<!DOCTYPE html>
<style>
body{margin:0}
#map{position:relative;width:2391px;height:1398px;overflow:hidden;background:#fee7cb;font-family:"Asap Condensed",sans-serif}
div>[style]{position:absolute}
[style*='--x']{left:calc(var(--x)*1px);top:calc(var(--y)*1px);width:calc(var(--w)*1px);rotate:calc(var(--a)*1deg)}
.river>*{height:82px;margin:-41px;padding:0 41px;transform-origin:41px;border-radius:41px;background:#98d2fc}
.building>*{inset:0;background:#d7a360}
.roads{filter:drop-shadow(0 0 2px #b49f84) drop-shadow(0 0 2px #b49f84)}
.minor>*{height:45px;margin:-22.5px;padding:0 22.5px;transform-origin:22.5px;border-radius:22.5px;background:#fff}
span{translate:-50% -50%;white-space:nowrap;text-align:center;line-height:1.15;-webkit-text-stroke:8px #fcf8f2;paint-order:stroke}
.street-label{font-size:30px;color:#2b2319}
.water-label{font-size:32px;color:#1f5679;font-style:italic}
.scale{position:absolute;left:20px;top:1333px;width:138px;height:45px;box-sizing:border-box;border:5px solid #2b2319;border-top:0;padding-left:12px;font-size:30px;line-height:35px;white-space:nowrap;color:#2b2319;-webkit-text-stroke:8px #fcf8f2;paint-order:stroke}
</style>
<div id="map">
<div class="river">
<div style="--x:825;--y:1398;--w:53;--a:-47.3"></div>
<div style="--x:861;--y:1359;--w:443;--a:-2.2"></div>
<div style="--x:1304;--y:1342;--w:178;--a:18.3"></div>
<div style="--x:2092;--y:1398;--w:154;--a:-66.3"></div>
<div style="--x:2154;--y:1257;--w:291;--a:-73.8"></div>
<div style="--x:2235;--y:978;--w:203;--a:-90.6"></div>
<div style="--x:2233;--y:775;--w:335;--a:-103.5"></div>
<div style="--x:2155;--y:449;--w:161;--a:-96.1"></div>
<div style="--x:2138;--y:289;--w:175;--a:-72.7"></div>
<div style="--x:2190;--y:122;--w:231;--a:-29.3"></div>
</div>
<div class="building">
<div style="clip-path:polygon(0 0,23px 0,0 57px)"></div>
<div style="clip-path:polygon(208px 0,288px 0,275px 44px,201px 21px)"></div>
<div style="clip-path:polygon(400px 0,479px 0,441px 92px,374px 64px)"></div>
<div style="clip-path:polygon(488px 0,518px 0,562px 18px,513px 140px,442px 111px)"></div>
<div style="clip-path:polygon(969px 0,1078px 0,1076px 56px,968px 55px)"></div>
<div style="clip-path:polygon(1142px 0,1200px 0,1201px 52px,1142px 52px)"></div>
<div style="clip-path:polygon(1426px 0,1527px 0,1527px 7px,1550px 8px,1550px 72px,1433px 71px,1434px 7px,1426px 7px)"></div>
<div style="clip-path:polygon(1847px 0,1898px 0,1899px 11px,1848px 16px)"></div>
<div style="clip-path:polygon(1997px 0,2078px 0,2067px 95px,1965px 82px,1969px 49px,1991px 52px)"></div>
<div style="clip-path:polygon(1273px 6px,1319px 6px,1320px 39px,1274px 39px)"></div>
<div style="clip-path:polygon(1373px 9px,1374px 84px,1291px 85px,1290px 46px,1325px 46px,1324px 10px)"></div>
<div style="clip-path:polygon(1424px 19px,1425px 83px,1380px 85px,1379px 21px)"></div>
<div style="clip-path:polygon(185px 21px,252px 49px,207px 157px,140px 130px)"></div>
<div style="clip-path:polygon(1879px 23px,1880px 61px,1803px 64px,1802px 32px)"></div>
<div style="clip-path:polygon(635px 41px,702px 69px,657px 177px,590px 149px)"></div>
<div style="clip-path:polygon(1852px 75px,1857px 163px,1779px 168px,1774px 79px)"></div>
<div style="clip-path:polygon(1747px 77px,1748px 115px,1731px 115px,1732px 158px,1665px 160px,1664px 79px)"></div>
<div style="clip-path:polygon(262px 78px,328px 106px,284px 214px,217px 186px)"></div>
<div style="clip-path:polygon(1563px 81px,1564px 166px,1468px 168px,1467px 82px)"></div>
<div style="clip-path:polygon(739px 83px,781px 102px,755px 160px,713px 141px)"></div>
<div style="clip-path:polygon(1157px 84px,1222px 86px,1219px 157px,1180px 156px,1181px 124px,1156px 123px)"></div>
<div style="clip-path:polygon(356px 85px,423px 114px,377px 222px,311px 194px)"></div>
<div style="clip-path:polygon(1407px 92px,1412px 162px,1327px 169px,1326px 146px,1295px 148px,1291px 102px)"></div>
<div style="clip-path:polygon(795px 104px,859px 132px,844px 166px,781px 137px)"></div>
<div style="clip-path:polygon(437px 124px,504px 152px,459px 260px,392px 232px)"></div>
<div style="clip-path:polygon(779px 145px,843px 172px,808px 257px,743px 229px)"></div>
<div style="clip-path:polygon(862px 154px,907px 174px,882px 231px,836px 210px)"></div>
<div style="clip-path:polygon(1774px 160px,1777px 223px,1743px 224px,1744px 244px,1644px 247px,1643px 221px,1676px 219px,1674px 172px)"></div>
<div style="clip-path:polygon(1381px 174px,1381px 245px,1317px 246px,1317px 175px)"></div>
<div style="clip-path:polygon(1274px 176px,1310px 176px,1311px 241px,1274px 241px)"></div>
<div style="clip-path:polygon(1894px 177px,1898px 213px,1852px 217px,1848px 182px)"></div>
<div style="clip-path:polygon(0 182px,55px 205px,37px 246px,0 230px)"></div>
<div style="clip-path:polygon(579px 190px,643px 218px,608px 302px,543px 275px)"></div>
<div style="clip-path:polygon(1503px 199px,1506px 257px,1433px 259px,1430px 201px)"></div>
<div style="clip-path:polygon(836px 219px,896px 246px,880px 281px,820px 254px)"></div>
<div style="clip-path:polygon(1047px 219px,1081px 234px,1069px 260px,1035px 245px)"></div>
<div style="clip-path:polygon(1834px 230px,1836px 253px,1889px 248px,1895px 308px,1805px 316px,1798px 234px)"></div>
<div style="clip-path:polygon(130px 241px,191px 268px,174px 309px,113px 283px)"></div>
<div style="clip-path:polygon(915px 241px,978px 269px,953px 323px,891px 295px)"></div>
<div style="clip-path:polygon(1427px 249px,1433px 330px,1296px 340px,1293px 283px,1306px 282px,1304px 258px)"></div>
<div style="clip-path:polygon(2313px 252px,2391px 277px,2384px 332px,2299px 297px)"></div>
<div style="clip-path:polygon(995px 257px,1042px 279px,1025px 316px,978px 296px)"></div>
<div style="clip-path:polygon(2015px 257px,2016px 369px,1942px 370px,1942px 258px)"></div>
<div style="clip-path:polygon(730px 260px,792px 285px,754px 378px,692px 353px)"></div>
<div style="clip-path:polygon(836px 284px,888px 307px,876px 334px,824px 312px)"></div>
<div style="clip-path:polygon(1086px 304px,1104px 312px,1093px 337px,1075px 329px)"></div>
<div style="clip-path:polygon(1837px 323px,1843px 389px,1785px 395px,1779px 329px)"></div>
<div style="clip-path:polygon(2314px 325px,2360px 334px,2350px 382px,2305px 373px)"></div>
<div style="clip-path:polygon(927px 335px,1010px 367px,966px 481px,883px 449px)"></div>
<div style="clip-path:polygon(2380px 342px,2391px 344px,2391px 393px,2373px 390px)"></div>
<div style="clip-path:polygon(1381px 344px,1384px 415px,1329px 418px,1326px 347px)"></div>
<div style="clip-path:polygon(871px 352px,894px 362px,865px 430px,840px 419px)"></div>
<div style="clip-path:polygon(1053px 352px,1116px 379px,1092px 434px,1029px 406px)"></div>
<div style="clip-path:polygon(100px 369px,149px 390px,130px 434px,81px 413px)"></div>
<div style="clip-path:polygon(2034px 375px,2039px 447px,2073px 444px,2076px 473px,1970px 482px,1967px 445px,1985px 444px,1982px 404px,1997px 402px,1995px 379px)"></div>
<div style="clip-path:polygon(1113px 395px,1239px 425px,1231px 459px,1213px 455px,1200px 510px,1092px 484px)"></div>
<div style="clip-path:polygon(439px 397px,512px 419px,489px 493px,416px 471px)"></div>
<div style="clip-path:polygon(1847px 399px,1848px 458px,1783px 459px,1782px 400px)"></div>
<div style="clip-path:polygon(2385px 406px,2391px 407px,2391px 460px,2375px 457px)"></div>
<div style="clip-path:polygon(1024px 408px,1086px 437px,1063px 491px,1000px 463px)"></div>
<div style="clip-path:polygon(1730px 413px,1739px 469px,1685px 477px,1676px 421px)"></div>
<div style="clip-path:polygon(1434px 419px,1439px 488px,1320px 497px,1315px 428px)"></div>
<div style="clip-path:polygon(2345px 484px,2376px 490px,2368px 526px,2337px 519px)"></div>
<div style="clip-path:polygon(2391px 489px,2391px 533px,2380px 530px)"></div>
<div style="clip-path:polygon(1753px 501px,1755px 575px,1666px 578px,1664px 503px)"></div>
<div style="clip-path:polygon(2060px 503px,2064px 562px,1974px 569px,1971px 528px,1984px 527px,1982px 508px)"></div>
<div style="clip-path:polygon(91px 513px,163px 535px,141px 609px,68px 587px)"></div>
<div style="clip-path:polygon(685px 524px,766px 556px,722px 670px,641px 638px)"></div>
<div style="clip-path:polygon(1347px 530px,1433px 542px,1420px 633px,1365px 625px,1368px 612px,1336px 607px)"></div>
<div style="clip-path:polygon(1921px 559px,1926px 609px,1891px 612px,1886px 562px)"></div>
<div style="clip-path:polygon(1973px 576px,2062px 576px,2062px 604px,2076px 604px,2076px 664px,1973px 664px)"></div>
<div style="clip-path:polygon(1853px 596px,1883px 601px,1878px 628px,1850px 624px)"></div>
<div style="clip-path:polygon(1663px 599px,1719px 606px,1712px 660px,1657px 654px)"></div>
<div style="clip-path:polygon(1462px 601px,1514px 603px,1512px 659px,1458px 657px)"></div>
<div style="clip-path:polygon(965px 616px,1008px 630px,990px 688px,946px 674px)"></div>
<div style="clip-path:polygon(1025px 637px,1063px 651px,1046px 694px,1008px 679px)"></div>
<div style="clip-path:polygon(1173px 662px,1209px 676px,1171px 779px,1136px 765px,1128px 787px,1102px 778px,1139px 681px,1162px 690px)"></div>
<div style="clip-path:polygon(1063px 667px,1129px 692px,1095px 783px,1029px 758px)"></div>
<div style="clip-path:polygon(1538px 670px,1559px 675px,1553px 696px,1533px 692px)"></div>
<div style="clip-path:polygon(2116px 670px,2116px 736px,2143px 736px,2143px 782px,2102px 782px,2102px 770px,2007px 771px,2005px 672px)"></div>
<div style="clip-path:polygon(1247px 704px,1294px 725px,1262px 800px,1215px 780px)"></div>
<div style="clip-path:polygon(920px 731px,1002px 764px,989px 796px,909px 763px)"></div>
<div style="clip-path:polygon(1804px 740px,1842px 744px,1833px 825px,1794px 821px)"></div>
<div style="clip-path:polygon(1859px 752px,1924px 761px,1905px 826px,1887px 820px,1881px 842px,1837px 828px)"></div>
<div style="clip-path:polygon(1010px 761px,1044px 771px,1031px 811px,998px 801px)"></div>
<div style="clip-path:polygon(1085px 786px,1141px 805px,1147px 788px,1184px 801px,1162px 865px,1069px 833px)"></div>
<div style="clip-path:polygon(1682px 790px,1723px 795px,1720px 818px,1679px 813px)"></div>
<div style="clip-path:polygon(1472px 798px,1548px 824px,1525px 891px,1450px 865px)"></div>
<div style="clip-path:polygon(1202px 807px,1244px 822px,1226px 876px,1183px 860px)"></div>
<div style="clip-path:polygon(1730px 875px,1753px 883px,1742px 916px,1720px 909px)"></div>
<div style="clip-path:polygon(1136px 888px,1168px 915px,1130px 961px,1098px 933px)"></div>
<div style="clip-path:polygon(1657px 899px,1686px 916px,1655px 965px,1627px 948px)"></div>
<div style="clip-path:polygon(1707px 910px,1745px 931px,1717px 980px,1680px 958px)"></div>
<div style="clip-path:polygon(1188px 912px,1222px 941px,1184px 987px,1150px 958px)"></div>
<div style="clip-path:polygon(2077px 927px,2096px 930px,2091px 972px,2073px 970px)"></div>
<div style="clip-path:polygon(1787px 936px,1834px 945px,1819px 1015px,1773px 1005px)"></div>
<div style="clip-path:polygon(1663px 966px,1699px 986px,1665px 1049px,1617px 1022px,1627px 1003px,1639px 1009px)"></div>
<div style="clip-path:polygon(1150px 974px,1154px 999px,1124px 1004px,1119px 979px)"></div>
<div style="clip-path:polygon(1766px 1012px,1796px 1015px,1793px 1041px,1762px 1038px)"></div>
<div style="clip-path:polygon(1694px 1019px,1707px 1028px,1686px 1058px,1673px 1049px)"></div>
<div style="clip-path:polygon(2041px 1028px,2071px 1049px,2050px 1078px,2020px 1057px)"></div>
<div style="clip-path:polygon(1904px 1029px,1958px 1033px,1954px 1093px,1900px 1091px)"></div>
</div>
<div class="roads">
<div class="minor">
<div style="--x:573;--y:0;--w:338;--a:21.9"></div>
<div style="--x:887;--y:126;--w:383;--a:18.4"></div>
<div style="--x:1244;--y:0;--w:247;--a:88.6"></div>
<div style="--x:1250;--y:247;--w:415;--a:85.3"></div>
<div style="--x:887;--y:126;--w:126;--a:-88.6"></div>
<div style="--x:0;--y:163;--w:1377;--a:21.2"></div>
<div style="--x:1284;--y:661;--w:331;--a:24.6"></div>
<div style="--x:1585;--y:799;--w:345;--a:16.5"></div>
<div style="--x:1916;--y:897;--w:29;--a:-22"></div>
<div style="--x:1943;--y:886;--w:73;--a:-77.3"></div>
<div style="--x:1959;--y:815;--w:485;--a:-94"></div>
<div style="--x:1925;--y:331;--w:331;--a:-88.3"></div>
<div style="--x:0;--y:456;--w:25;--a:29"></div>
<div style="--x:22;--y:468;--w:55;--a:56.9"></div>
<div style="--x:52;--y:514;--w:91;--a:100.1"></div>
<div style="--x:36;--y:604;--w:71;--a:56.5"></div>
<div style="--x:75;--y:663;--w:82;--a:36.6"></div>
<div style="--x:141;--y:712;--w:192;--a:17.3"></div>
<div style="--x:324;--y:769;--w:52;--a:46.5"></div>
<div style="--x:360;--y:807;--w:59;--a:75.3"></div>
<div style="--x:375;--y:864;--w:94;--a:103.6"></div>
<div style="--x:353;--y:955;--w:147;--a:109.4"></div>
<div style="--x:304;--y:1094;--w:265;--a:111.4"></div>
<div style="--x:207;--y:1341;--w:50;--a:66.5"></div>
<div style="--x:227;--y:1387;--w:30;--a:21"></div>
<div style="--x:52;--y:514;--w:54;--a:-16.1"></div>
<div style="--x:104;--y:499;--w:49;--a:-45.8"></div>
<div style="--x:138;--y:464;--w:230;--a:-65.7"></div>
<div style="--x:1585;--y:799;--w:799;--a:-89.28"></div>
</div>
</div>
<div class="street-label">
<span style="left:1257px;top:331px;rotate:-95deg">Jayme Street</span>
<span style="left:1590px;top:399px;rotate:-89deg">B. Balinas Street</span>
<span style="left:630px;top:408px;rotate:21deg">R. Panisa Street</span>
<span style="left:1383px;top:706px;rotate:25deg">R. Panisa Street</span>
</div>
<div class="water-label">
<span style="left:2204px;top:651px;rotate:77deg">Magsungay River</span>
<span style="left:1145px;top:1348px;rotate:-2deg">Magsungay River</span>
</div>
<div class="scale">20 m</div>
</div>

* TASK REQUIREMENTS *
Retype exactly the lines from the first line of the records above through the line containing "2px #b49f84) drop-shadow(0", both included, and nothing else.

* TASK SOLUTION *
<!DOCTYPE html>
<style>
body{margin:0}
#map{position:relative;width:2391px;height:1398px;overflow:hidden;background:#fee7cb;font-family:"Asap Condensed",sans-serif}
div>[style]{position:absolute}
[style*='--x']{left:calc(var(--x)*1px);top:calc(var(--y)*1px);width:calc(var(--w)*1px);rotate:calc(var(--a)*1deg)}
.river>*{height:82px;margin:-41px;padding:0 41px;transform-origin:41px;border-radius:41px;background:#98d2fc}
.building>*{inset:0;background:#d7a360}
.roads{filter:drop-shadow(0 0 2px #b49f84) drop-shadow(0 0 2px #b49f84)}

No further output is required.